Work request. From the data below, copy exactly the lines that lie between the one holding "function stroke(path, color, width, dash)" and the one holding "M1557,688L1744,461", including both, and nothing more.

Records provided.
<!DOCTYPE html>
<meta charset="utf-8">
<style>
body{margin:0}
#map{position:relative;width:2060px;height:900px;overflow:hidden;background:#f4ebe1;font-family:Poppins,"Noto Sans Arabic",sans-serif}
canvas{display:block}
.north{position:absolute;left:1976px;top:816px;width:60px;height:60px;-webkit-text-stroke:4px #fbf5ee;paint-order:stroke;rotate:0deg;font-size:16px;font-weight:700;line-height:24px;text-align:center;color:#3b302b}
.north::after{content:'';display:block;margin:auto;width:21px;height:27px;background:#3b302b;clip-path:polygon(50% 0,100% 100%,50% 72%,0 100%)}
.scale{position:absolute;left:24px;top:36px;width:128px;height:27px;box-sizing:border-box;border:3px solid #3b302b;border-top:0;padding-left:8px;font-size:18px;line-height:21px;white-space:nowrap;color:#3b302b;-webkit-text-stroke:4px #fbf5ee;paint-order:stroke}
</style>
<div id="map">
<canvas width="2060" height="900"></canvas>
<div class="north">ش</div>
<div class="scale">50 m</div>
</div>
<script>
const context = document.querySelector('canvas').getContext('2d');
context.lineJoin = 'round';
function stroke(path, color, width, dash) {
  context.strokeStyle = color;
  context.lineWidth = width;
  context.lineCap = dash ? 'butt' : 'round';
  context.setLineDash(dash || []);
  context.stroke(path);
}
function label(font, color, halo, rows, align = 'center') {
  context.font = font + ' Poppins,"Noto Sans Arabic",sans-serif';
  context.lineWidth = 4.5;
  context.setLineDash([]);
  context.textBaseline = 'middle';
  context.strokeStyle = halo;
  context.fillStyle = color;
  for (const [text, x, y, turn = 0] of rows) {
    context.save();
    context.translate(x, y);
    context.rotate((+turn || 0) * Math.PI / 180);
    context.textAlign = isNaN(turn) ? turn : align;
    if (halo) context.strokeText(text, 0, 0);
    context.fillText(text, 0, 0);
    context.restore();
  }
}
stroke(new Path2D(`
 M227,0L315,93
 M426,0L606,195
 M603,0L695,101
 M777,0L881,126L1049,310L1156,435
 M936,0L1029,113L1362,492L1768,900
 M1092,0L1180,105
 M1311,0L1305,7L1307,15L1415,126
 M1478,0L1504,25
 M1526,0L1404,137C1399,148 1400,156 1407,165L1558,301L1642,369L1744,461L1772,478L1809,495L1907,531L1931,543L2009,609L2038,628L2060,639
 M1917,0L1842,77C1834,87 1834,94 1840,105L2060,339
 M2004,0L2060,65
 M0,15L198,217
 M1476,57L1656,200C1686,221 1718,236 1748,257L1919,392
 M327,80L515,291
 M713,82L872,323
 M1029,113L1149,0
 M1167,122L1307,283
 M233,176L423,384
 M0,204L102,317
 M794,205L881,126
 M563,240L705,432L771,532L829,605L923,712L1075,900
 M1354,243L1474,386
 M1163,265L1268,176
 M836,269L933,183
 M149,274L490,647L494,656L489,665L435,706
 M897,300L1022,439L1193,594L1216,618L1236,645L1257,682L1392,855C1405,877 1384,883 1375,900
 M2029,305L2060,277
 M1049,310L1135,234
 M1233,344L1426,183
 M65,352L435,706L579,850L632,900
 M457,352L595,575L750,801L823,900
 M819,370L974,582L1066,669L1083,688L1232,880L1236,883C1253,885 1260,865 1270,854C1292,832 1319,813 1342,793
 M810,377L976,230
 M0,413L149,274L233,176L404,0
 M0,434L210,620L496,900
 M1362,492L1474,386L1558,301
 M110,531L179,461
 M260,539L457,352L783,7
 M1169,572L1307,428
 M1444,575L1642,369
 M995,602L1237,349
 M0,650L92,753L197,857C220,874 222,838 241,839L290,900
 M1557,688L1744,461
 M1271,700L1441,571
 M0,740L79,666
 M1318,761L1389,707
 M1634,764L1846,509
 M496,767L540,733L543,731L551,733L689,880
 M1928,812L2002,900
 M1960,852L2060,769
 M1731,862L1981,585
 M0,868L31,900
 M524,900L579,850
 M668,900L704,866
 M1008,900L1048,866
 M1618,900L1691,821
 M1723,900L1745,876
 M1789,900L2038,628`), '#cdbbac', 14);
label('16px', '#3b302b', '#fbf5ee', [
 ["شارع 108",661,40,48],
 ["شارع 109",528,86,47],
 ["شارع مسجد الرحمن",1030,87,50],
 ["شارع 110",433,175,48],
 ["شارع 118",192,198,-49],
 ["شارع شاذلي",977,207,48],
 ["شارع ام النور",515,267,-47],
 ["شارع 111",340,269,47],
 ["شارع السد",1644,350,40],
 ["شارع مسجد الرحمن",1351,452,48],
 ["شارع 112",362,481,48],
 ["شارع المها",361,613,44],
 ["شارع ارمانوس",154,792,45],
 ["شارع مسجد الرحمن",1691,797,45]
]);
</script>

Answer below.
function stroke(path, color, width, dash) {
  context.strokeStyle = color;
  context.lineWidth = width;
  context.lineCap = dash ? 'butt' : 'round';
  context.setLineDash(dash || []);
  context.stroke(path);
}
function label(font, color, halo, rows, align = 'center') {
  context.font = font + ' Poppins,"Noto Sans Arabic",sans-serif';
  context.lineWidth = 4.5;
  context.setLineDash([]);
  context.textBaseline = 'middle';
  context.strokeStyle = halo;
  context.fillStyle = color;
  for (const [text, x, y, turn = 0] of rows) {
    context.save();
    context.translate(x, y);
    context.rotate((+turn || 0) * Math.PI / 180);
    context.textAlign = isNaN(turn) ? turn : align;
    if (halo) context.strokeText(text, 0, 0);
    context.fillText(text, 0, 0);
    context.restore();
  }
}
stroke(new Path2D(`
 M227,0L315,93
 M426,0L606,195
 M603,0L695,101
 M777,0L881,126L1049,310L1156,435
 M936,0L1029,113L1362,492L1768,900
 M1092,0L1180,105
 M1311,0L1305,7L1307,15L1415,126
 M1478,0L1504,25
 M1526,0L1404,137C1399,148 1400,156 1407,165L1558,301L1642,369L1744,461L1772,478L1809,495L1907,531L1931,543L2009,609L2038,628L2060,639
 M1917,0L1842,77C1834,87 1834,94 1840,105L2060,339
 M2004,0L2060,65
 M0,15L198,217
 M1476,57L1656,200C1686,221 1718,236 1748,257L1919,392
 M327,80L515,291
 M713,82L872,323
 M1029,113L1149,0
 M1167,122L1307,283
 M233,176L423,384
 M0,204L102,317
 M794,205L881,126
 M563,240L705,432L771,532L829,605L923,712L1075,900
 M1354,243L1474,386
 M1163,265L1268,176
 M836,269L933,183
 M149,274L490,647L494,656L489,665L435,706
 M897,300L1022,439L1193,594L1216,618L1236,645L1257,682L1392,855C1405,877 1384,883 1375,900
 M2029,305L2060,277
 M1049,310L1135,234
 M1233,344L1426,183
 M65,352L435,706L579,850L632,900
 M457,352L595,575L750,801L823,900
 M819,370L974,582L1066,669L1083,688L1232,880L1236,883C1253,885 1260,865 1270,854C1292,832 1319,813 1342,793
 M810,377L976,230
 M0,413L149,274L233,176L404,0
 M0,434L210,620L496,900
 M1362,492L1474,386L1558,301
 M110,531L179,461
 M260,539L457,352L783,7
 M1169,572L1307,428
 M1444,575L1642,369
 M995,602L1237,349
 M0,650L92,753L197,857C220,874 222,838 241,839L290,900
 M1557,688L1744,461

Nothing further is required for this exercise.